The Temple Mount is the holiest place to Jews as the site of the biblical temples.
Earlier Friday police said they had intelligence that said “extremist elements” intended “to cause violent disruptions to the public order, and thereby to threaten the public peace, including the [safety] of those coming to pray at the holy sites and other residents of the area.”
Friday prayers on the Muslim holy day are the busiest time in the week at the Temple Mount, with tens of thousands expected to arrive at the compound. The Palestinian terror group Hamas called for mass protests on Friday against the increased security measures.
Palestinian media reported that several key East Jerusalem figures were arrested overnight on suspicion of encouraging violent protests. Among those under arrest were Fatah’s secretary-general in Jerusalem Adnan Ghaith and the head of the city’s Palestinian Prisoners’ Families Committee Amjad Abu Assab.
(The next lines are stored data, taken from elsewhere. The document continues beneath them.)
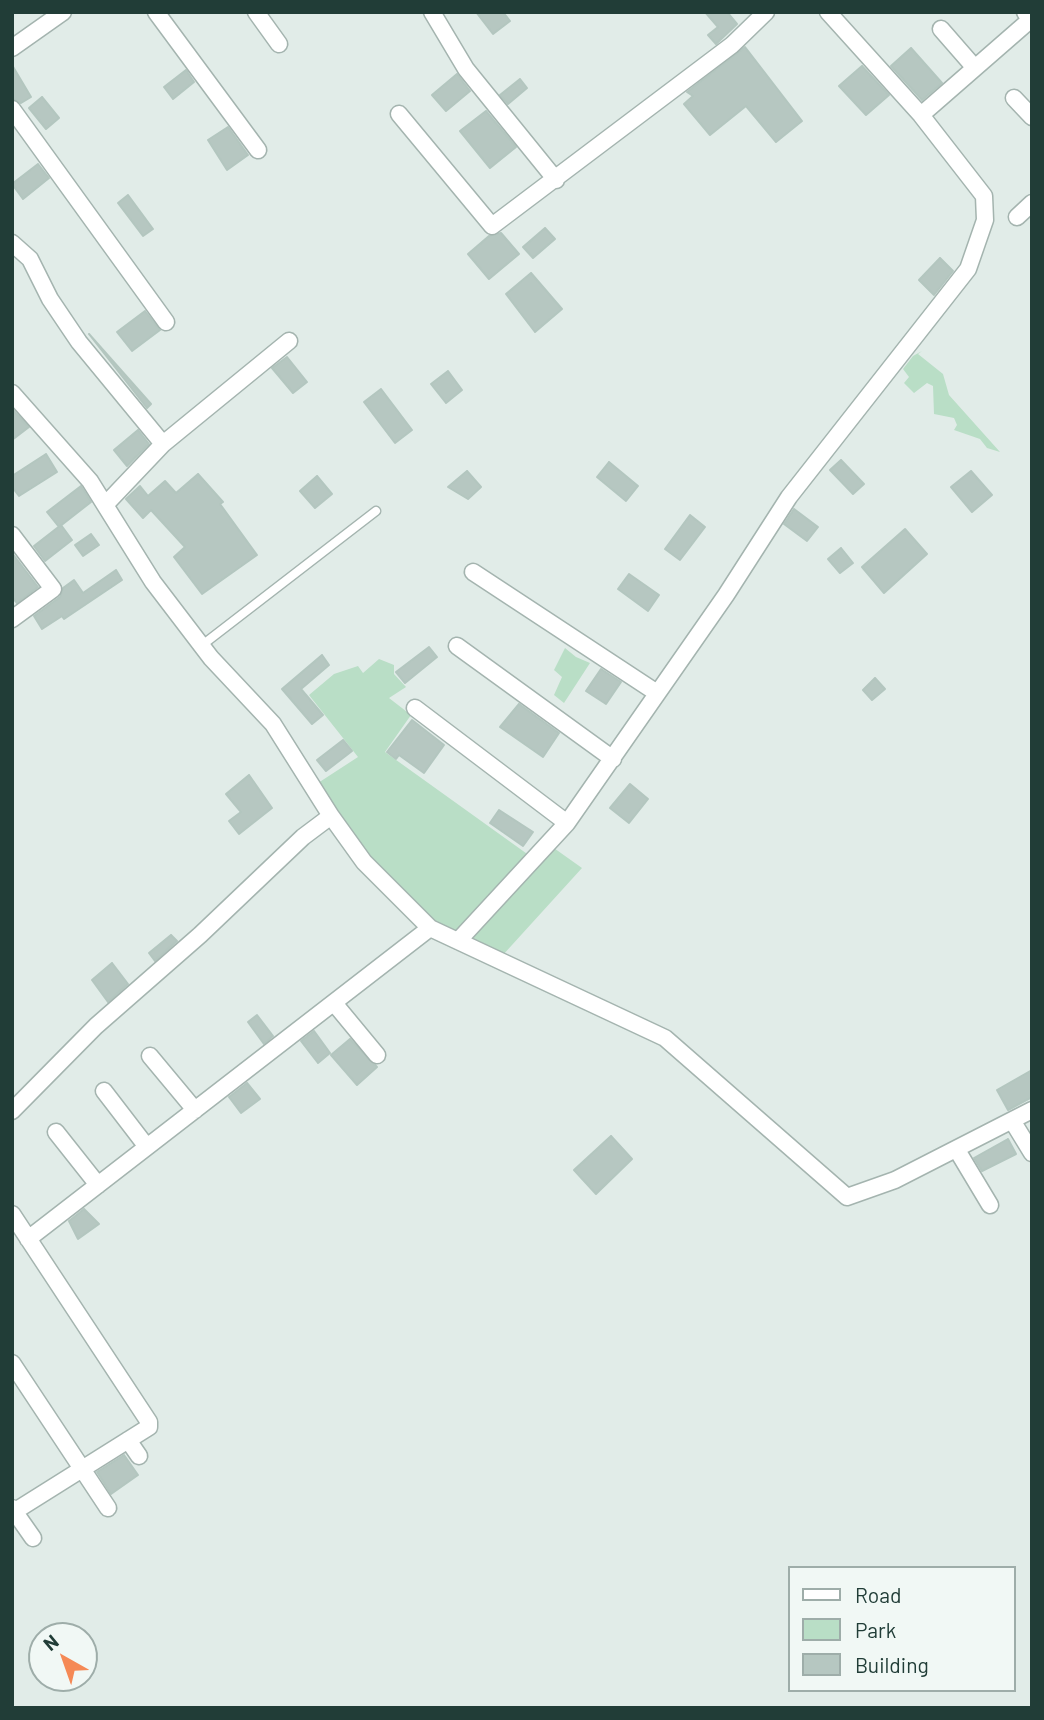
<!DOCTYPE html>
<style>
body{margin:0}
#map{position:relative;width:1044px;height:1720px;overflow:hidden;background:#e1ece8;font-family:Barlow,sans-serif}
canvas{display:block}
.frame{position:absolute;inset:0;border:14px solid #213d37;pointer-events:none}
.legend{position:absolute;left:788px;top:1566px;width:228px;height:126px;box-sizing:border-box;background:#f1f8f5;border:2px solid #9eada9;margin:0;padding:9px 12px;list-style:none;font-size:21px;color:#213d37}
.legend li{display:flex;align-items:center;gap:14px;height:35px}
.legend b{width:35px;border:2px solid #9eada9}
.north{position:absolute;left:28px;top:1622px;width:70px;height:70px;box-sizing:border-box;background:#f1f8f5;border:2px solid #9eada9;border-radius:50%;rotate:320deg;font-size:19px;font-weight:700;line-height:28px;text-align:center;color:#213d37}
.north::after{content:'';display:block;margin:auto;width:24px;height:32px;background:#f58955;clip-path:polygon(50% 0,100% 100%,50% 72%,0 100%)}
</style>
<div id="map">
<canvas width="1044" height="1720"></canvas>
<div class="frame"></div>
<ul class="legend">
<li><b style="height:9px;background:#fff"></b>Road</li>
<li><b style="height:19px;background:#b9dec6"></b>Park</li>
<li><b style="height:19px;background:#b6c7c1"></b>Building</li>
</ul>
<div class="north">N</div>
</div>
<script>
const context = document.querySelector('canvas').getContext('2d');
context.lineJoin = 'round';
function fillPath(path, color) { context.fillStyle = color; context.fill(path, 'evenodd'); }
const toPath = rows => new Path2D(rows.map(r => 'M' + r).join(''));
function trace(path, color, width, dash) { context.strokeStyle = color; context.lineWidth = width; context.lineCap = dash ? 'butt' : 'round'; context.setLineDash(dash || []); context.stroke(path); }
const green = toPath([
 [922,351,918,354,943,374,949,395,1000,452,987,448,980,439,954,430,957,425,954,418,934,414,933,386,927,383,914,393,904,383,909,377,903,369,913,356],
 [565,648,576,657,590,663,564,703,554,695,562,677,554,670],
 [379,659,394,665,394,674,406,687,389,698,411,715,385,752,530,856,459,933,433,920,366,856,318,783,358,757,309,695,334,674,358,666,363,673],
 [551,846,582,868,502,956,468,939]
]);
const building = toPath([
 [476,12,503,12,510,21,493,34,476,12],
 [705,12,727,12,737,24,716,44,708,35,718,27,705,12],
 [745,47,802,121,776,142,746,106,710,135,684,104,693,96,687,92,745,47],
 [911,48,942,83,922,100,891,66,911,48],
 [12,65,31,97,21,103,12,99,12,65],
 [862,66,889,95,866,115,839,86,862,66],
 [186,70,194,82,173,99,164,87,186,70],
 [457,74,470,91,446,111,432,95,457,74],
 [520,79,527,88,508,104,500,95,520,79],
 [42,97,59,118,46,129,29,108,42,97],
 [486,111,516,147,490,168,460,131,486,111],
 [228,127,248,155,227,170,208,140,228,127],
 [38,164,49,178,23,199,12,184,38,164],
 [128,195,153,229,143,236,118,203,128,195],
 [545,228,555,239,533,258,523,247,545,228],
 [501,233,519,254,489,279,468,254,489,236,501,233],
 [940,258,953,271,934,295,919,280,940,258],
 [531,273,562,309,535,332,506,294,531,273],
 [145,311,160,330,132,351,117,332,145,311],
 [89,334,151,404,147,408,89,334],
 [287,357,307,382,293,393,272,368,287,357],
 [448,371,462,390,446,403,431,384,448,371],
 [381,389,412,430,395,443,364,402,381,389],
 [12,409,29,427,12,440,12,409],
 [138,430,149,444,127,466,114,450,138,430],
 [46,454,57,472,19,496,12,487,12,476,46,454],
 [841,460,864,484,853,494,830,470,841,460],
 [609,462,638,486,626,501,597,477,609,462],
 [467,471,481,487,468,499,448,487,467,471],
 [971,471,992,495,972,512,951,487,971,471],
 [198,474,223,502,220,504,257,555,202,594,174,557,185,547,151,510,143,518,126,499,140,486,148,496,165,481,176,493,198,474],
 [317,476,332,494,315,508,300,491,317,476],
 [81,486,91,502,59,527,47,512,81,486],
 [794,509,818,527,807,541,784,524,794,509],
 [690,515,705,527,680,560,665,549,690,515],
 [61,525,72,540,45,561,34,546,61,525],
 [905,529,927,554,884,593,862,567,905,529],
 [91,534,99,545,83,556,75,545,91,534],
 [841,548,853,563,840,573,828,559,841,548],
 [12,553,38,587,17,603,12,597,12,553],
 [116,570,122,580,64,619,62,616,42,629,34,616,60,597,63,588,74,580,83,593,116,570],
 [629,574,659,595,648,611,618,589,629,574],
 [429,647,437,657,405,683,396,672,429,647],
 [322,655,329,665,301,689,323,715,312,724,282,689,322,655],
 [601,669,621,682,606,704,586,691,601,669],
 [875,678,885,689,872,700,863,690,875,678],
 [519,704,559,733,543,757,500,727,519,704],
 [412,720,444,745,424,773,399,755,396,759,387,752,412,720],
 [343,740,352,751,326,771,317,760,343,740],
 [249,775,272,808,239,834,229,821,241,812,226,794,249,775],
 [630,784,648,799,629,823,610,808,630,784],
 [499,810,533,832,523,846,490,823,499,810],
 [171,935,177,941,155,961,149,953,171,935],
 [112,963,128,984,108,1002,92,980,112,963],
 [257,1015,273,1036,264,1044,248,1022,257,1015],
 [314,1031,330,1053,318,1063,301,1041,314,1031],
 [350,1039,377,1067,357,1085,331,1055,350,1039],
 [1032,1070,1032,1097,1008,1110,997,1090,1032,1070],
 [247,1083,260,1099,241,1113,229,1097,247,1083],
 [611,1136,632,1159,596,1194,574,1170,611,1136],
 [1008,1139,1016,1154,982,1171,974,1158,1008,1139],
 [84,1209,99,1224,78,1239,69,1221,84,1209],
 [124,1455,138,1475,111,1494,97,1472,124,1455]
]);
const service = toPath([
 [201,646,376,511]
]);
const minor = toPath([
 [156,12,258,150],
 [256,12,279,44],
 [432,12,466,69,556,180],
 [941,29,975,68],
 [12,48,63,12],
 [1014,98,1032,117],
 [12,109,166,322],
 [399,114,492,226,732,45,766,12],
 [921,115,1030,20,1025,12],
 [1017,217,1032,203],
 [12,243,30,259,50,299,79,342,163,444,106,504],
 [12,393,90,481,153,582,211,658,273,724,331,816],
 [163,444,289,341],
 [12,535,53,589,12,619],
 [473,572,657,693],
 [457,646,613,759],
 [415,708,567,823,726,595,789,497,968,269,985,220,984,196,921,115,828,12],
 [458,941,567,823],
 [334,1003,377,1055],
 [150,1056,195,1110],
 [104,1091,147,1147],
 [12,1111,96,1026,200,935,303,837,331,816,364,862,430,928,665,1038,847,1197,895,1180,1032,1110],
 [1013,1122,1032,1153],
 [56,1132,98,1185],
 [957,1150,990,1205],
 [12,1214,149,1422,149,1427,12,1513],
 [28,1239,430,928],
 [12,1363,108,1508],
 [128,1440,139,1456],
 [12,1508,33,1538]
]);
fillPath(green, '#b9dec6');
fillPath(building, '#b6c7c1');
trace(building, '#b3c6bf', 2);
trace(service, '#a4b4af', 11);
trace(minor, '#a4b4af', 19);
trace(service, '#fff', 8);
trace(minor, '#fff', 16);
</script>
Over 3,000 police officers are deployed in the Old City area, police have said.
In addition to the heavily bolstered police presence, the army announced Thursday that five battalions would be made available to deal with violence in and around the capital.
The IDF also canceled all leave over the weekend, keeping all units at full strength in anticipation of possible violence in the West Bank.
Palestinian officials have denounced the increased security at the site as a change in the delicate status quo that governs the site. Israel has denied this, saying the new measures were necessitated by last Friday’s attack, in which three Arab-Israelis emerged armed from the compound and shot dead two Israeli police officers stationed just outside.
On Thursday, Israel Police released video footage showing the weapons being smuggled onto the Temple Mount.